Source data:
──────────────────────────────
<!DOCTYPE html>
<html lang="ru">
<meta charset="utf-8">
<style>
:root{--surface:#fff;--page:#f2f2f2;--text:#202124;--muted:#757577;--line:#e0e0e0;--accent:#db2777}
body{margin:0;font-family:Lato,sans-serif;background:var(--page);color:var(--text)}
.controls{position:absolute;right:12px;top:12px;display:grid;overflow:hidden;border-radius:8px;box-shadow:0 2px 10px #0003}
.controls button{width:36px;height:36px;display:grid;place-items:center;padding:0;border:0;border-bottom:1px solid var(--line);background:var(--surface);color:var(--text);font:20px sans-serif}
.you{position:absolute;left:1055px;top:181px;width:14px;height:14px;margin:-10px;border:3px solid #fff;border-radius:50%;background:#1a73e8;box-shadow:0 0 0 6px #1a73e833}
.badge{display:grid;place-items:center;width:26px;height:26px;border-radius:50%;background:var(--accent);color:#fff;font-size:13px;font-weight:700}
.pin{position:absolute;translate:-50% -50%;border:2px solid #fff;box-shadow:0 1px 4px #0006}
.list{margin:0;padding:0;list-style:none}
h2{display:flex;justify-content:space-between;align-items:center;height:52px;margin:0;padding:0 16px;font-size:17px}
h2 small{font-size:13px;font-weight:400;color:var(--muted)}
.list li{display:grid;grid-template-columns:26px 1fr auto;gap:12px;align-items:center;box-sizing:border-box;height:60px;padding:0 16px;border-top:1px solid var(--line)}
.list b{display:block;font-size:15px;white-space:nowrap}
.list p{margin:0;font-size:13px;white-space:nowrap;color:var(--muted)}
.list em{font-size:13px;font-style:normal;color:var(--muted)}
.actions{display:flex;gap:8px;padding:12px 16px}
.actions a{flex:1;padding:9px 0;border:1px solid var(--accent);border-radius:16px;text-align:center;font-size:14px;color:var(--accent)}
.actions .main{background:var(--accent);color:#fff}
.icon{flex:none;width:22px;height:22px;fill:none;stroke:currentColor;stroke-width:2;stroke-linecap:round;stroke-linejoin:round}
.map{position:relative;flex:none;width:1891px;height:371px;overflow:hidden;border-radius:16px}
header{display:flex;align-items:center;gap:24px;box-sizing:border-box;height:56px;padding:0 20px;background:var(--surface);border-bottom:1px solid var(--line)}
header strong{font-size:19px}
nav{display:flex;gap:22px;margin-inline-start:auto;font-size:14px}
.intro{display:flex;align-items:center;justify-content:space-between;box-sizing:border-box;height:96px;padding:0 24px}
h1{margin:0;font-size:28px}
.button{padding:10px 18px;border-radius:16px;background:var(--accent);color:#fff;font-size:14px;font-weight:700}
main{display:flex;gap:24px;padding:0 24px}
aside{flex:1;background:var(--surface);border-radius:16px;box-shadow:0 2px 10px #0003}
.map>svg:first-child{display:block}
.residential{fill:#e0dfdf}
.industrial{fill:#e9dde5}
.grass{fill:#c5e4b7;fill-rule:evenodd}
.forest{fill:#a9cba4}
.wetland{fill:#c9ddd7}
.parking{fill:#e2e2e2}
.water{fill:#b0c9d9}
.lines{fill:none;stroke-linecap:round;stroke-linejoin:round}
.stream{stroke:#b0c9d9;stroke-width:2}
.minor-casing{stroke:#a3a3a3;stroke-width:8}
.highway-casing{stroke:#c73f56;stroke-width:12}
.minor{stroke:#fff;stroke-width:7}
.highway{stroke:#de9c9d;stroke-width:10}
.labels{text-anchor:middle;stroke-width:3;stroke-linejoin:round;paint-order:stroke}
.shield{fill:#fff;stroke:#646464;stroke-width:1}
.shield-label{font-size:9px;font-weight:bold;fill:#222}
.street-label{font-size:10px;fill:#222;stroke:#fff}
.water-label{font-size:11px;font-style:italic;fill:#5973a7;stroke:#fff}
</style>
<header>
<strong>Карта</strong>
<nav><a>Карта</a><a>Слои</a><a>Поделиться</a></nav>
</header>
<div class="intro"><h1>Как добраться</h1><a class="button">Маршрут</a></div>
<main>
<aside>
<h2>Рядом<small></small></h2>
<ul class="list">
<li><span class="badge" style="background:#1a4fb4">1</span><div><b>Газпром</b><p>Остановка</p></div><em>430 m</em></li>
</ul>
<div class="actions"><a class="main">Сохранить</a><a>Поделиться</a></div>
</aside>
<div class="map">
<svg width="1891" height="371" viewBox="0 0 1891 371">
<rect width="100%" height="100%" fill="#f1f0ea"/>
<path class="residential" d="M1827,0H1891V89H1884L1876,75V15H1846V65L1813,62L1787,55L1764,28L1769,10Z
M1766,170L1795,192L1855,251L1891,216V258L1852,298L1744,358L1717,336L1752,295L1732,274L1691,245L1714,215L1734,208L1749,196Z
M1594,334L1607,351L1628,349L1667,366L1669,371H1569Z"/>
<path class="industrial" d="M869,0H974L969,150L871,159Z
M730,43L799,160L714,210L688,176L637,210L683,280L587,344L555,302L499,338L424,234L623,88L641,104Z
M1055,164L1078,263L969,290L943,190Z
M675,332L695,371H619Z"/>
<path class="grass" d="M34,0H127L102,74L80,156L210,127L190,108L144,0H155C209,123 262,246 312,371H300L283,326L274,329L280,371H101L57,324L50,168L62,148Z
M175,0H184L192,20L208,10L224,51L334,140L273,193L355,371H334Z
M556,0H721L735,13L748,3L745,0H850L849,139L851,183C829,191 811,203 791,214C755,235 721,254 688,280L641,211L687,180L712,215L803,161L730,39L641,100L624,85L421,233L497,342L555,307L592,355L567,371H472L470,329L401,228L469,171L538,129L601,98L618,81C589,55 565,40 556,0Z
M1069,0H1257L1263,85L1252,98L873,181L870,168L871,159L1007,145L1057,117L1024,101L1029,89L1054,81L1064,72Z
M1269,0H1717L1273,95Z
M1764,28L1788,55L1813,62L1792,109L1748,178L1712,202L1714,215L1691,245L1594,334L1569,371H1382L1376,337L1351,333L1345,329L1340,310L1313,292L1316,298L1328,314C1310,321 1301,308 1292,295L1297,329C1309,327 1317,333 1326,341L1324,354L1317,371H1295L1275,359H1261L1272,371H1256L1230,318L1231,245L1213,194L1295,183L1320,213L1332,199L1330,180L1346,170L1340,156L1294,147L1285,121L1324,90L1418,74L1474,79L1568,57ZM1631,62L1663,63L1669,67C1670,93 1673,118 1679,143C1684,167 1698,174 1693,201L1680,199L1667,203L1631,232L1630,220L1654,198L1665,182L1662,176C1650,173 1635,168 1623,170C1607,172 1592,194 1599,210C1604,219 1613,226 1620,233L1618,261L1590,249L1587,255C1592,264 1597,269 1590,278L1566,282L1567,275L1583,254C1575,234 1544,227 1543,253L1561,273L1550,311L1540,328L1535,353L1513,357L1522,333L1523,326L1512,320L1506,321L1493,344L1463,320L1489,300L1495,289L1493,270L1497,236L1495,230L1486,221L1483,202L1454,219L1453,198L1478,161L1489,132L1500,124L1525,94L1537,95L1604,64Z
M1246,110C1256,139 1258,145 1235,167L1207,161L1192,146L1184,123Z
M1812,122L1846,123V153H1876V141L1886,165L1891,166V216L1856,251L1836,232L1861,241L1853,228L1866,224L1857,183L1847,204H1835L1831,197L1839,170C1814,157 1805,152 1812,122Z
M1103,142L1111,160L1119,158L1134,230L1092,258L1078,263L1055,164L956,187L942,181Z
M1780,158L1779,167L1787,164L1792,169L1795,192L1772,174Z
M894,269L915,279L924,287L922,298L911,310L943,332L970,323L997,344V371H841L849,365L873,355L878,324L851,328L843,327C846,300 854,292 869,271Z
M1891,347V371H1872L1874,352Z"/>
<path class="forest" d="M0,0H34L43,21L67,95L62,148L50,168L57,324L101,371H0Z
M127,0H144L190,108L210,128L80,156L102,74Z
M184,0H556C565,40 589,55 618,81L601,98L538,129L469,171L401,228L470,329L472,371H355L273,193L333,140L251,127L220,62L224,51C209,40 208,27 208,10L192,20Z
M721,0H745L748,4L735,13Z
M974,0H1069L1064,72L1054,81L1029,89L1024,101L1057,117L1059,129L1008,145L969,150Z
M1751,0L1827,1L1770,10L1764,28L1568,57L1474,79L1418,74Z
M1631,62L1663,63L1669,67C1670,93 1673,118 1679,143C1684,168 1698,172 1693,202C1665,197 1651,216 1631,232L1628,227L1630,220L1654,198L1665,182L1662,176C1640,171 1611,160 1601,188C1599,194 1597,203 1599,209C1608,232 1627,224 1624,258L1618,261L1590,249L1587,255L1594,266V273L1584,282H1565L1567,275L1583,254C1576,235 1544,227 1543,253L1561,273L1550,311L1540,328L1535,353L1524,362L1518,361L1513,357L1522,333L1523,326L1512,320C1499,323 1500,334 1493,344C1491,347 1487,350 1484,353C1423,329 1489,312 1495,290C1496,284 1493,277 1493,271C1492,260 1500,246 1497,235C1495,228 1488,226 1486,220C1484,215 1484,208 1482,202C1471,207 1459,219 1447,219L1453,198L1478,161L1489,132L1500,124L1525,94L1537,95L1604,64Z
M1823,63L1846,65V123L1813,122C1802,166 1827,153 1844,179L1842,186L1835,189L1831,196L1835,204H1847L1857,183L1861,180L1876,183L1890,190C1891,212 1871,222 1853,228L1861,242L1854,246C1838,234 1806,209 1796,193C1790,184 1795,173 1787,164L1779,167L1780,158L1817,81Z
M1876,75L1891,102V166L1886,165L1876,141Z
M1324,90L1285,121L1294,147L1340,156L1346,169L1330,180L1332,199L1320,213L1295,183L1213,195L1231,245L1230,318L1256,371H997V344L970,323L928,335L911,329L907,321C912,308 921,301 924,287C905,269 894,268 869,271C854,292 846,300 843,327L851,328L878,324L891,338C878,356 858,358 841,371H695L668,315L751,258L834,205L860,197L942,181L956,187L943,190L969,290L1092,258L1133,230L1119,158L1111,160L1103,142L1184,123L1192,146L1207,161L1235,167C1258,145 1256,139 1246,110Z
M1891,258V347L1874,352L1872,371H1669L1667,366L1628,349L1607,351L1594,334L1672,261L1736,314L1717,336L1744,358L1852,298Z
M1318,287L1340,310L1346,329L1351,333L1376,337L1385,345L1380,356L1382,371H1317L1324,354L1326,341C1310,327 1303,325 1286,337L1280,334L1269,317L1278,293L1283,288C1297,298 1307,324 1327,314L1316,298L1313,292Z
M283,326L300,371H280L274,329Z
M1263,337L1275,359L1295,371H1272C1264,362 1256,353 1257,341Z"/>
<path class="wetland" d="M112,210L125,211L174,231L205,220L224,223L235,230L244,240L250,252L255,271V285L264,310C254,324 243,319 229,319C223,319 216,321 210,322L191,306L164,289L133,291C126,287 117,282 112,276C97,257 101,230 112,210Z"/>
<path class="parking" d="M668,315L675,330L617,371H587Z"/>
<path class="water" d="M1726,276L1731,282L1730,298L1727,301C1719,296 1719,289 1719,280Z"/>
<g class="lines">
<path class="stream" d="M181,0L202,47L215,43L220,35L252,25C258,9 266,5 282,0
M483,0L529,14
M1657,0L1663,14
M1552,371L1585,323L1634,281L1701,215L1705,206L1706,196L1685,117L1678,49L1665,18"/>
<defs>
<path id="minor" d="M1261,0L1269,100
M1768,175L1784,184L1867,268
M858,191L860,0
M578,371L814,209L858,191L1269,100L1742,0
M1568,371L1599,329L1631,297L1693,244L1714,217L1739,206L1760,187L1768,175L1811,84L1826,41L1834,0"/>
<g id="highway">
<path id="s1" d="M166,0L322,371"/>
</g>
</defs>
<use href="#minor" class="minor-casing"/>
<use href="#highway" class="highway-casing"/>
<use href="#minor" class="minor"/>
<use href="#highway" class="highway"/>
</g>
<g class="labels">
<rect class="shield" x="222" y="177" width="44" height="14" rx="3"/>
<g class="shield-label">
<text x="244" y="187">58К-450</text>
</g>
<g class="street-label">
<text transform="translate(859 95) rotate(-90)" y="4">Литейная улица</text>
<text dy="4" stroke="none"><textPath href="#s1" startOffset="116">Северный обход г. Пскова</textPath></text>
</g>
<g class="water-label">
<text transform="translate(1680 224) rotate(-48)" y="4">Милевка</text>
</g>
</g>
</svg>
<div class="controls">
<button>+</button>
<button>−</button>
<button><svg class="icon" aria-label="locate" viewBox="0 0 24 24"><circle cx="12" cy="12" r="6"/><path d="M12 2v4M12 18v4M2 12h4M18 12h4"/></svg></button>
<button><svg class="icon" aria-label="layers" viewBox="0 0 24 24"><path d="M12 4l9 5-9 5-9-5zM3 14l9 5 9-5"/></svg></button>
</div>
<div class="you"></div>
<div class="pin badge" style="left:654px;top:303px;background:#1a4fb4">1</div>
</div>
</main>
──────────────────────────────
In the records above, return precisely the line containing "M1657,0L1663,14" and each line that comes after it, up to the final one.

> [Output]
M1657,0L1663,14
M1552,371L1585,323L1634,281L1701,215L1705,206L1706,196L1685,117L1678,49L1665,18"/>
<defs>
<path id="minor" d="M1261,0L1269,100
M1768,175L1784,184L1867,268
M858,191L860,0
M578,371L814,209L858,191L1269,100L1742,0
M1568,371L1599,329L1631,297L1693,244L1714,217L1739,206L1760,187L1768,175L1811,84L1826,41L1834,0"/>
<g id="highway">
<path id="s1" d="M166,0L322,371"/>
</g>
</defs>
<use href="#minor" class="minor-casing"/>
<use href="#highway" class="highway-casing"/>
<use href="#minor" class="minor"/>
<use href="#highway" class="highway"/>
</g>
<g class="labels">
<rect class="shield" x="222" y="177" width="44" height="14" rx="3"/>
<g class="shield-label">
<text x="244" y="187">58К-450</text>
</g>
<g class="street-label">
<text transform="translate(859 95) rotate(-90)" y="4">Литейная улица</text>
<text dy="4" stroke="none"><textPath href="#s1" startOffset="116">Северный обход г. Пскова</textPath></text>
</g>
<g class="water-label">
<text transform="translate(1680 224) rotate(-48)" y="4">Милевка</text>
</g>
</g>
</svg>
<div class="controls">
<button>+</button>
<button>−</button>
<button><svg class="icon" aria-label="locate" viewBox="0 0 24 24"><circle cx="12" cy="12" r="6"/><path d="M12 2v4M12 18v4M2 12h4M18 12h4"/></svg></button>
<button><svg class="icon" aria-label="layers" viewBox="0 0 24 24"><path d="M12 4l9 5-9 5-9-5zM3 14l9 5 9-5"/></svg></button>
</div>
<div class="you"></div>
<div class="pin badge" style="left:654px;top:303px;background:#1a4fb4">1</div>
</div>
</main>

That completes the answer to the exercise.